WHAT YOU WILL DO:
Set down the records that follow in full and without changes.

TASK INPUTS:
----------

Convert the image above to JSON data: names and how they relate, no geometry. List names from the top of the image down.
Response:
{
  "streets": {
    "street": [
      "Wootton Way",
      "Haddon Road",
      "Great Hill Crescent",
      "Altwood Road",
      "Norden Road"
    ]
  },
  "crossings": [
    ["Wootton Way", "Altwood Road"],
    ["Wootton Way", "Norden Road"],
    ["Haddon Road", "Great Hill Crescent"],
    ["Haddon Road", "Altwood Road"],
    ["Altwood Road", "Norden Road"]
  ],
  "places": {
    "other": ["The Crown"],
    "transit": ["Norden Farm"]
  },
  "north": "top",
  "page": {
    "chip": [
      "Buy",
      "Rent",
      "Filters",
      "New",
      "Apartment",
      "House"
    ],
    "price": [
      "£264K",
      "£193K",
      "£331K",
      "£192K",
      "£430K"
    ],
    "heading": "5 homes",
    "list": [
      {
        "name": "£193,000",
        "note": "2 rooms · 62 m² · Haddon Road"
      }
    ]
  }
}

----------

TASK RESULT:
Convert the image above to JSON data: names and how they relate, no geometry. List names from the top of the image down.
Response:
{
  "streets": {
    "street": [
      "Wootton Way",
      "Haddon Road",
      "Great Hill Crescent",
      "Altwood Road",
      "Norden Road"
    ]
  },
  "crossings": [
    ["Wootton Way", "Altwood Road"],
    ["Wootton Way", "Norden Road"],
    ["Haddon Road", "Great Hill Crescent"],
    ["Haddon Road", "Altwood Road"],
    ["Altwood Road", "Norden Road"]
  ],
  "places": {
    "other": ["The Crown"],
    "transit": ["Norden Farm"]
  },
  "north": "top",
  "page": {
    "chip": [
      "Buy",
      "Rent",
      "Filters",
      "New",
      "Apartment",
      "House"
    ],
    "price": [
      "£264K",
      "£193K",
      "£331K",
      "£192K",
      "£430K"
    ],
    "heading": "5 homes",
    "list": [
      {
        "name": "£193,000",
        "note": "2 rooms · 62 m² · Haddon Road"
      }
    ]
  }
}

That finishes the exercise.